[Your goal]: Only a number is expected here: the count of lines in this data where "place" occurs.

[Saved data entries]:
===============

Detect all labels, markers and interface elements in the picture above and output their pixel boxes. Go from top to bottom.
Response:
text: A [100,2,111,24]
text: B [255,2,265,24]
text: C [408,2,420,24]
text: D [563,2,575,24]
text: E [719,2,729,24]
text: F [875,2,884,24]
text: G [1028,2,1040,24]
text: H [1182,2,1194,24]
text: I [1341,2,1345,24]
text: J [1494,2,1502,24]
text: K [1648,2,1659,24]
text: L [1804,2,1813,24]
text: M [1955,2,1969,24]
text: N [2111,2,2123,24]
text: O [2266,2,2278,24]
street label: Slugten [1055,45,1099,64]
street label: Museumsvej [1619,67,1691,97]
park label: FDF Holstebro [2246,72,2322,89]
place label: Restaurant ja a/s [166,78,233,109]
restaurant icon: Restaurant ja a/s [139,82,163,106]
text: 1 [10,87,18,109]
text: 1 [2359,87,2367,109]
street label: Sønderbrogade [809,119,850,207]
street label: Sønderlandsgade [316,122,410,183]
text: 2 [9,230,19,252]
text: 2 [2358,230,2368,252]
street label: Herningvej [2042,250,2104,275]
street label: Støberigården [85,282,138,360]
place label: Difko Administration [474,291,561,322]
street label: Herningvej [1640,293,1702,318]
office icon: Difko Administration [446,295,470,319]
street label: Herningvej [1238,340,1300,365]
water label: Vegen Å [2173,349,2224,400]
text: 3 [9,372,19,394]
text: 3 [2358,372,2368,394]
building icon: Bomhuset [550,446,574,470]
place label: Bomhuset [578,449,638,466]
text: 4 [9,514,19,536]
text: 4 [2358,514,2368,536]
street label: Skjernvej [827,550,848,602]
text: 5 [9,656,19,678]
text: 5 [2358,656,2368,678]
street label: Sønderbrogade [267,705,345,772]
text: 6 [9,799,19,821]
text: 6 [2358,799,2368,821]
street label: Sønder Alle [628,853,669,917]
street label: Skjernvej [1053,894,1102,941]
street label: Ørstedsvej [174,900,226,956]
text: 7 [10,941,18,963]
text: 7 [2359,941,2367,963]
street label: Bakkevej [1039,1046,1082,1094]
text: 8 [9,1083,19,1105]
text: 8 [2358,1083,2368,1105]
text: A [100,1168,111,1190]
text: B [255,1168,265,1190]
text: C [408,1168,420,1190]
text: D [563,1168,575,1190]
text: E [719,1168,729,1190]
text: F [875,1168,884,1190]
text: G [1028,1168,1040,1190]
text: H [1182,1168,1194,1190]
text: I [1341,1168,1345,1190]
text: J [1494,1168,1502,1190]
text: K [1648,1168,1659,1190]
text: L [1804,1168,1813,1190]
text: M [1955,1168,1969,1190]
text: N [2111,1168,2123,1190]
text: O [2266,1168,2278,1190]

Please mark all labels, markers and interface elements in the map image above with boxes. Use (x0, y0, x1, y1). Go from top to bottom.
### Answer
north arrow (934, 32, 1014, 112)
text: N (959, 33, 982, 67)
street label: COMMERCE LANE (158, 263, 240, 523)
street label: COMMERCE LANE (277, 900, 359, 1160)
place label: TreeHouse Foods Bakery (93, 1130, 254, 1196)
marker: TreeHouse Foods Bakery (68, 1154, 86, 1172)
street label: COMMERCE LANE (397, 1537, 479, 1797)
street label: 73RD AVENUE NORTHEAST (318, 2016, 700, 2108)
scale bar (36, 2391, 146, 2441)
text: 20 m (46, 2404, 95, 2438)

===============

[Result of the exercise]: 4